How to Evaluate Representations

From unsupervised to supervised metrics

Embeddings, also known as representations, are dense vector representations of entities such as words, documents, products, and more. They are designed to capture semantic meanings and highlight similarities among entities. A good set of representations should not only efficiently encode the essential features of entities but also exhibit properties like compactness, meaningfulness, and robustness across various tasks. In this article, we look into various evaluation metrics to assess the quality of representations. Let’s get started.

An Evaluation Framework

Any evaluation framework consists of three main components:

A baseline method: this serves as a benchmark against which new approaches or models are compared. It provides a reference point for evaluating the performance of the proposed methods.
A set of evaluation metrics: evaluation metrics are quantitative measures used to evaluate the performance of the models. These metrics can be supervised or unsupervised, and define how the success of the outputs is assessed.
An evaluation dataset: the evaluation dataset is a collection of labeled/annotated or unlabelled data used to assess the performance of the models. This dataset should be representative of the real-world scenarios that the models are expected to handle. It needs to cover a diverse range of examples to ensure a comprehensive evaluation.

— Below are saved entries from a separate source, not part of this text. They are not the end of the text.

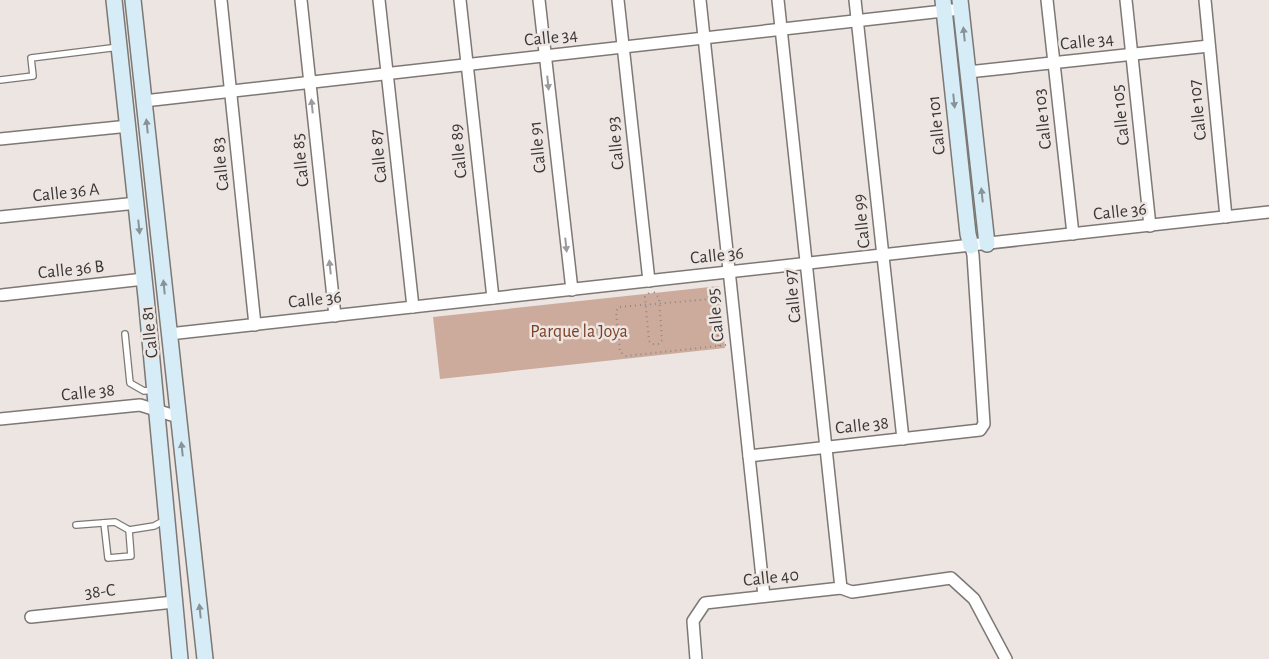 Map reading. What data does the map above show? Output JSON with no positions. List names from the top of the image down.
{
  "streets": {
    "main road": ["Calle 101", "Calle 81"],
    "street": [
      "Calle 34",
      "Calle 107",
      "Calle 105",
      "Calle 103",
      "Calle 93",
      "Calle 91",
      "Calle 89",
      "Calle 87",
      "Calle 85",
      "Calle 83",
      "Calle 36 A",
      "Calle 36",
      "Calle 99",
      "Calle 36 B",
      "Calle 97",
      "Calle 95",
      "Calle 38",
      "Calle 40",
      "38-C"
    ]
  },
  "crossings": [
    ["Calle 34", "Calle 107"],
    ["Calle 34", "Calle 105"],
    ["Calle 34", "Calle 103"],
    ["Calle 34", "Calle 101"],
    ["Calle 34", "Calle 93"],
    ["Calle 34", "Calle 91"],
    ["Calle 34", "Calle 89"],
    ["Calle 34", "Calle 87"],
    ["Calle 34", "Calle 85"],
    ["Calle 34", "Calle 83"],
    ["Calle 34", "Calle 99"],
    ["Calle 34", "Calle 97"],
    ["Calle 34", "Calle 95"],
    ["Calle 34", "Calle 81"],
    ["Calle 107", "Calle 36"],
    ["Calle 105", "Calle 36"],
    ["Calle 103", "Calle 36"],
    ["Calle 101", "Calle 36"],
    ["Calle 101", "Calle 38"],
    ["Calle 93", "Calle 36"],
    ["Calle 91", "Calle 36"],
    ["Calle 89", "Calle 36"],
    ["Calle 87", "Calle 36"],
    ["Calle 85", "Calle 36"],
    ["Calle 83", "Calle 36"],
    ["Calle 36 A", "Calle 81"],
    ["Calle 36", "Calle 99"],
    ["Calle 36", "Calle 97"],
    ["Calle 36", "Calle 95"],
    ["Calle 36", "Calle 81"],
    ["Calle 36", "Calle 38"],
    ["Calle 99", "Calle 38"],
    ["Calle 36 B", "Calle 81"],
    ["Calle 97", "Calle 38"],
    ["Calle 97", "Calle 40"],
    ["Calle 95", "Calle 38"],
    ["Calle 95", "Calle 40"],
    ["Calle 81", "Calle 38"],
    ["Calle 81", "38-C"]
  ],
  "one_way": ["Calle 91", "Calle 85"],
  "parks": ["Parque la Joya"]
}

Based on if evaluation metrics require ground truth labels, we can split them into un-supervised metrics, and supervised metrics. It is often more advantageous to employ un-supervised metrics, as they do not require labels, and the collection of labels is very expensive in practice.

Below, we will look into state-of-the-art metrics. For each metric, pick a baseline method to compare your evaluations against. The baseline can be as simple as `random embedding generator`!

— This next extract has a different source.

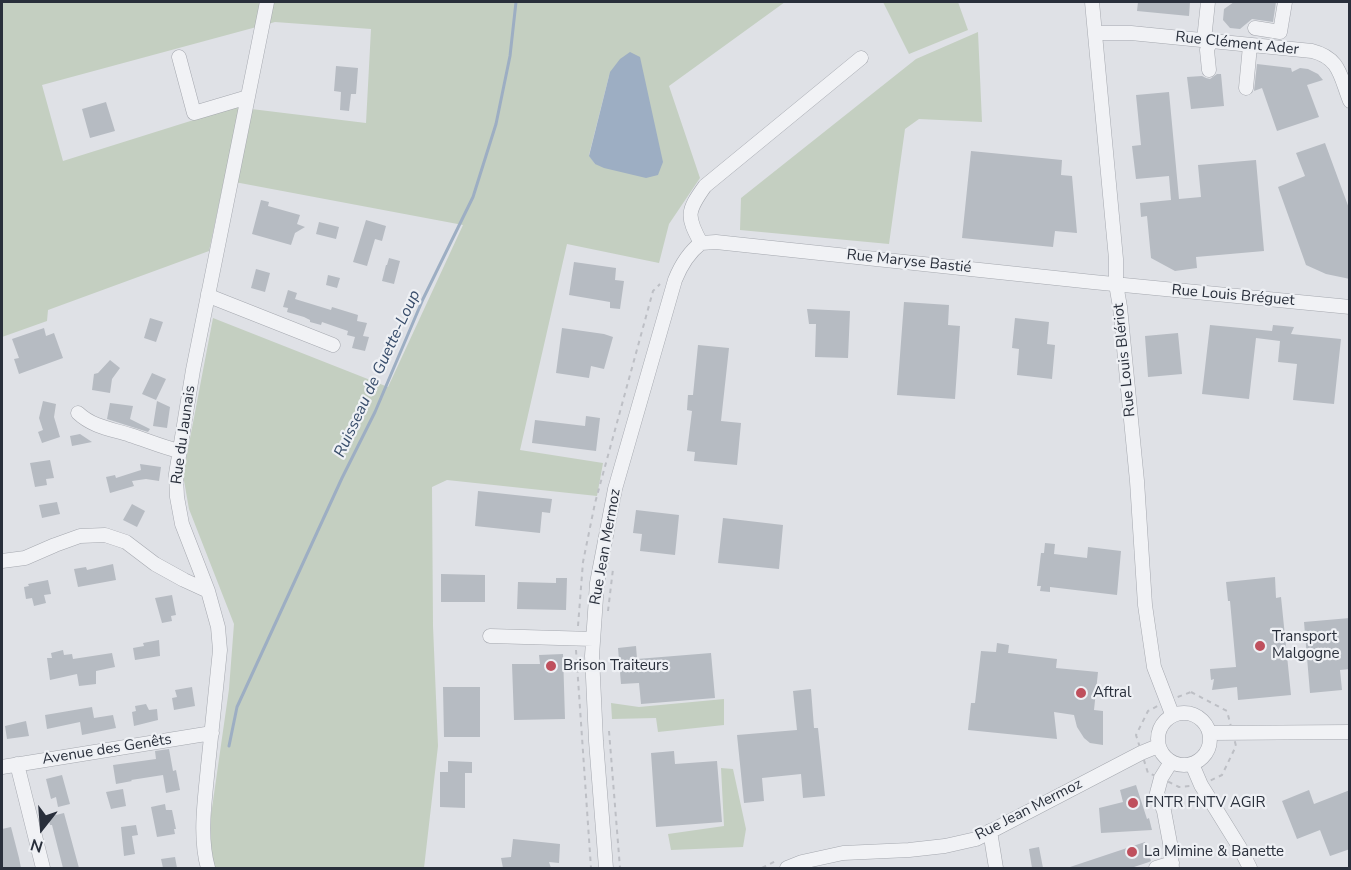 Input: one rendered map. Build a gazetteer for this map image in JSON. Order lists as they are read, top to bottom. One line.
{"streets":{"street":["Rue Clément Ader","Rue Maryse Bastié","Rue Louis Bréguet","Rue Louis Blériot","Rue du Jaunais","Rue Jean Mermoz","Avenue des Genêts"]},"crossings":[["Rue Clément Ader","Rue Louis Blériot"],["Rue Maryse Bastié","Rue Louis Bréguet"],["Rue Maryse Bastié","Rue Louis Blériot"],["Rue Maryse Bastié","Rue Jean Mermoz"],["Rue Louis Bréguet","Rue Louis Blériot"],["Rue Louis Blériot","Rue Jean Mermoz"],["Rue du Jaunais","Avenue des Genêts"]],"water":["Ruisseau de Guette-Loup"],"places":["Transport Malgogne","Brison Traiteurs","Aftral","FNTR FNTV AGIR","La Mimine & Banette"],"north":"bottom"}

Supervised Evaluation Metrics

Supervised metrics require a labelled evaluation dataset. A common strategy is to choose a predictor such as a classifier or regressor. Then train the predictor on a limited set of labeled data from a specific task. Next, using a supervised metric measure the predictor’s performance on a held-out dataset.

It is worth it to mention two valuable points here:

1️⃣ The `validation accuracy`, a commonly used metric, is shown to be sensitive to the size of the dataset used for training the probe[3]!! It is shown that validation accuracy is sensitive to the size of the training dataset; they may choose a different representations for the same task when given dataset of different sizes [3]! Ideally, this assessment must be independent of the dataset size and be only dependent on the data distribution [3].

The figure below shows this phenomena: two representations, one in red (representation A), and one in blue (representation B) are shown. The x-axis denotes the size of the training data used to train the predictor (referred to as probe). The y-axis shows the validation loss of the trained probe. Note the probe is trained on representations from each method. As we see, as training data size increases on the x-axis, the validation loss of the probe decreases on the y-axis. However, at some point, the two loss curves cross each other!! Therefore in small data sizes, representation A has lesser loss, while in larger data sizes the representation B has lesser loss. The paper in[3] names this curve the loss-data curve as it measures the loss of the predictor vs the training data size used to train the probe.

Figure 1: loss-data curve — image from [3] modified by the author

2️⃣ Linear predictors (linear classifiers/regressors) are widely criticized as a method to evaluate representations[4]; it is shown that models that perform strongly on linear classification tasks can perform weakly on more complex tasks [4].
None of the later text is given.